Bareksa.com - Pemerintah berencana untuk menurunkan bunga kredit perumahan murah melalui skema Fasilitas Likuiditas Pembiayaan perumahan menjadi 5 persen dari 7,25 persen. Analis menilai hal ini dapat meningkatkan risiko bagi sektor perbankan.
Seperti yang diberitakan, pemerintah melalui Kementerian Pekerjaan Umum dan Perumahan Rakyat menargetkan untuk mengalokasikan Rp5,1 triliun untuk 60.000 unit rumah dalam program FLPP di tahun 2015. Hal ini dilakukan pemerintah untuk mendorong pemenuhan kebutuhan rumah dari backlog perumahan 13,5 juta.
Analis Deutsche Bank Indonesia Francois Gontha dalam komentar yang dikirimkan kepada nasabah mengatakan bahwa intervensi bunga untuk kredit perumahan murah itu berisiko bagi segmen tertentu, khususnya pensiunan pegawai negeri.
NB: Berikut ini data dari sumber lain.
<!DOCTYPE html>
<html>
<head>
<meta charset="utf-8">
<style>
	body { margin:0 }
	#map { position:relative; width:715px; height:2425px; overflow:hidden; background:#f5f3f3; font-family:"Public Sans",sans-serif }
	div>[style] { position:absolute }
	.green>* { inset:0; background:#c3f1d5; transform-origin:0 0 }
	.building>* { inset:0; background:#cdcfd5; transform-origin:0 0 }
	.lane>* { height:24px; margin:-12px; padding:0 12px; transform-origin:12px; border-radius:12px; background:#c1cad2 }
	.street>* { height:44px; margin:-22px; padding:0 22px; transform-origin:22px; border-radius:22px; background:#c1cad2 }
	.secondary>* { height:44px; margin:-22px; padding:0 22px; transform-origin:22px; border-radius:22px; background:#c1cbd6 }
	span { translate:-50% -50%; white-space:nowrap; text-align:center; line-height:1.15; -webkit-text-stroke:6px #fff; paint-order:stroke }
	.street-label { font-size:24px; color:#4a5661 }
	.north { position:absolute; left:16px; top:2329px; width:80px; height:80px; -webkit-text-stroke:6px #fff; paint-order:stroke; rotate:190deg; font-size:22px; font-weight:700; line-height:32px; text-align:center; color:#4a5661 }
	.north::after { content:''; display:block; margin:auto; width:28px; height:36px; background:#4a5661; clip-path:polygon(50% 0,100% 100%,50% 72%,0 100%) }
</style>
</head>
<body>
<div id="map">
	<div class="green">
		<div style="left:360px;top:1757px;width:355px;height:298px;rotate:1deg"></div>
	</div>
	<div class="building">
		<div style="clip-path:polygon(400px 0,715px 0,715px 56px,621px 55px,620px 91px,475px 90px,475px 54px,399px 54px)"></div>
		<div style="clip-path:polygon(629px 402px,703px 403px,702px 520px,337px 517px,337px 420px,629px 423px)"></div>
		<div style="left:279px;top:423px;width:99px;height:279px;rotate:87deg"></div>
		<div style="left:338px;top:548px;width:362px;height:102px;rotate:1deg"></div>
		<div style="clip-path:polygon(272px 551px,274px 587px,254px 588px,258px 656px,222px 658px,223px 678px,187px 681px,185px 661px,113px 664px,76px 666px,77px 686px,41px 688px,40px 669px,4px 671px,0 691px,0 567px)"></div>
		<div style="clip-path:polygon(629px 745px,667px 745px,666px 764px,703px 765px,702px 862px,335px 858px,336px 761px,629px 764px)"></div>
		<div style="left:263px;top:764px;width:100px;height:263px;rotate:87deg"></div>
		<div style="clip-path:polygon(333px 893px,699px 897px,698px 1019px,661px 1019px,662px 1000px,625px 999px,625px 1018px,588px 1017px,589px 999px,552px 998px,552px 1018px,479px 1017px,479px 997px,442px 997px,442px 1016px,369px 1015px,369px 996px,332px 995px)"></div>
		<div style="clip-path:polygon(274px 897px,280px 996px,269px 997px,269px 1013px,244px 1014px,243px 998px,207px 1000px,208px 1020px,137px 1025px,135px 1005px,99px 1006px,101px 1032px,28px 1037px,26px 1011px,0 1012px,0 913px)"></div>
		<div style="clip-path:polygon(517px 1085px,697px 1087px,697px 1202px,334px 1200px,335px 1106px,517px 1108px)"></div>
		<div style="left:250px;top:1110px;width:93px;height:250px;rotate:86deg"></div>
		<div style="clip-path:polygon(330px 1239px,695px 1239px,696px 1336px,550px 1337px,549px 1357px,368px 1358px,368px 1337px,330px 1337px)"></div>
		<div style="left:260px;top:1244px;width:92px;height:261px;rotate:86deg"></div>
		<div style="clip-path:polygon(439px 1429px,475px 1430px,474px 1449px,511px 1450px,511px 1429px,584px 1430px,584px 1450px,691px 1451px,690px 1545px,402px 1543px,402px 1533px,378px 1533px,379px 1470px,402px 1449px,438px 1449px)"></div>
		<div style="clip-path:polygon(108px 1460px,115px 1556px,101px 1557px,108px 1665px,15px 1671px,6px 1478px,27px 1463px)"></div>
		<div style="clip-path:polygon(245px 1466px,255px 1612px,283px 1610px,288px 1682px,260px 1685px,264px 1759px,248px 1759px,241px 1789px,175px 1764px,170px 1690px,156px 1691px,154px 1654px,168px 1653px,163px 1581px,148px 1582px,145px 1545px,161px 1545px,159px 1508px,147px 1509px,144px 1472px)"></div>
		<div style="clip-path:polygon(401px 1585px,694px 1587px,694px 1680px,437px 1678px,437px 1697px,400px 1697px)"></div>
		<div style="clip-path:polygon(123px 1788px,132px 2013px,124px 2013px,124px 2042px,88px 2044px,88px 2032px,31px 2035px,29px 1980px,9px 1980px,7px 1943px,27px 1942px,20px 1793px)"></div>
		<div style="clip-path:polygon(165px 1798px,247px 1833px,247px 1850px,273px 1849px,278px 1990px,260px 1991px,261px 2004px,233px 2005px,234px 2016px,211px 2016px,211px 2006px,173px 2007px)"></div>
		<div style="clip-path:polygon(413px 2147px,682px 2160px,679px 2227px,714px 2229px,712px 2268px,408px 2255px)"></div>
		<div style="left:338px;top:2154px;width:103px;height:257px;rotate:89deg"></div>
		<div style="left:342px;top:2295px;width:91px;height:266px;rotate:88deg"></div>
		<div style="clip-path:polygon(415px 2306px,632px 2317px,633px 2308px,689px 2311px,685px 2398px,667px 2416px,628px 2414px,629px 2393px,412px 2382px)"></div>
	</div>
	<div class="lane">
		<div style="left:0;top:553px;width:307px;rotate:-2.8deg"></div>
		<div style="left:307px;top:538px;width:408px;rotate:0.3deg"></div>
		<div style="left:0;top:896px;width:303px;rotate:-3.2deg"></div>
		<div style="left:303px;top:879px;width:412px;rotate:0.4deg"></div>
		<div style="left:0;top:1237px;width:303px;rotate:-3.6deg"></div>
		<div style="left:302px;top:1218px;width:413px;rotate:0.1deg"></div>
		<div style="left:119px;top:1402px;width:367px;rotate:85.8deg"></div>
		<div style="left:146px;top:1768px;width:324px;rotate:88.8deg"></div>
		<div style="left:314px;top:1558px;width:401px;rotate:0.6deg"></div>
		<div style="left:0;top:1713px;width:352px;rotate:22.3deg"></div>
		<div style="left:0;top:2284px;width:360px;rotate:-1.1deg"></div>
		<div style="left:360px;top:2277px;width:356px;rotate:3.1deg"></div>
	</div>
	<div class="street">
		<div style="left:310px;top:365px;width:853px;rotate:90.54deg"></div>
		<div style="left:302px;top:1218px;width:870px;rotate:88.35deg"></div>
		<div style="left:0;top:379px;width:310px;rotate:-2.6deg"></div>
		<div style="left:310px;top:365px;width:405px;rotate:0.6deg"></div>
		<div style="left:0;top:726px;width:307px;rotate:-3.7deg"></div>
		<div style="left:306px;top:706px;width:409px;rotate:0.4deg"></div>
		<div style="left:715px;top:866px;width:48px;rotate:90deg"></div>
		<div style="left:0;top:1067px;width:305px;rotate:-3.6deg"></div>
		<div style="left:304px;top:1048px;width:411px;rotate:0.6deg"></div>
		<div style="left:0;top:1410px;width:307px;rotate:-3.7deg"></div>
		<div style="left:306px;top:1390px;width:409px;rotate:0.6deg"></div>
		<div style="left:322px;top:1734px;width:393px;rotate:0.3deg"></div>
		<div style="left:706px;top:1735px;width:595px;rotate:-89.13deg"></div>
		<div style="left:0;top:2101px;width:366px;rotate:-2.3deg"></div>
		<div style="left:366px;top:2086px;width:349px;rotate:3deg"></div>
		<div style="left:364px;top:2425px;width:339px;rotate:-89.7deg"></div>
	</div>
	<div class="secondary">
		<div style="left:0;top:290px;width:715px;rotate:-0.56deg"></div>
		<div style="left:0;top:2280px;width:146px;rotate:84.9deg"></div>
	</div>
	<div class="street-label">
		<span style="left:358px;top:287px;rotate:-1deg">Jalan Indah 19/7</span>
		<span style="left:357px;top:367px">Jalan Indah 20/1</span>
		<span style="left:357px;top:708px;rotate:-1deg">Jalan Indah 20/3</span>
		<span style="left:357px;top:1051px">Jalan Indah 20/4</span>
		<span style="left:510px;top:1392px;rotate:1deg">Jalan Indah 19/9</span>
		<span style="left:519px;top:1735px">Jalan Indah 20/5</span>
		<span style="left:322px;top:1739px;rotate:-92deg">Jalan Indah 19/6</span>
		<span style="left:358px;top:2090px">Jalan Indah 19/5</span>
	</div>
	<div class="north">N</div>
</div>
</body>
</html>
"Intervensi ini dapat menjadi kontra-produktif bagi sektor perbankan. Penentuan suku bunga pinjaman yang terlalu rendah dapat menyebabkan penurunan harga pembiayaan, sehingga bank enggan untuk melakukan ekspansi kredit," ujarnya dalam email kepada nasabah.
Sementara itu, kebijakan ini datang dibarengi dengan keputusan pemerintah untuk menurunkan harga semen produksi perusahaan milik negara. Banyak yang menilai pemerintah terlalu campur tangan.
Di sisi lain, Riset Mandiri Sekuritas menilai hal ini sedikit positif terutama bagi PT Bank Tabungan Negara Tbk (BBTN). BBTN per Desember 2014 menyalurkan 96 persen dari fasilitas ini sementara sisanya oleh BNI Syariah (1,45 persen), BNI (0,82 persen) dan 21 bank lain.
"Selain mendapat tambahan nasabah, BTN sepertinya akan mengalami perbaikan dalam kualitas KPR disubsidi," ujar Analis Mandiri Sekuritas Tjandra Lienandjaja dalam riset yang dikirim kepada nasabah.(al)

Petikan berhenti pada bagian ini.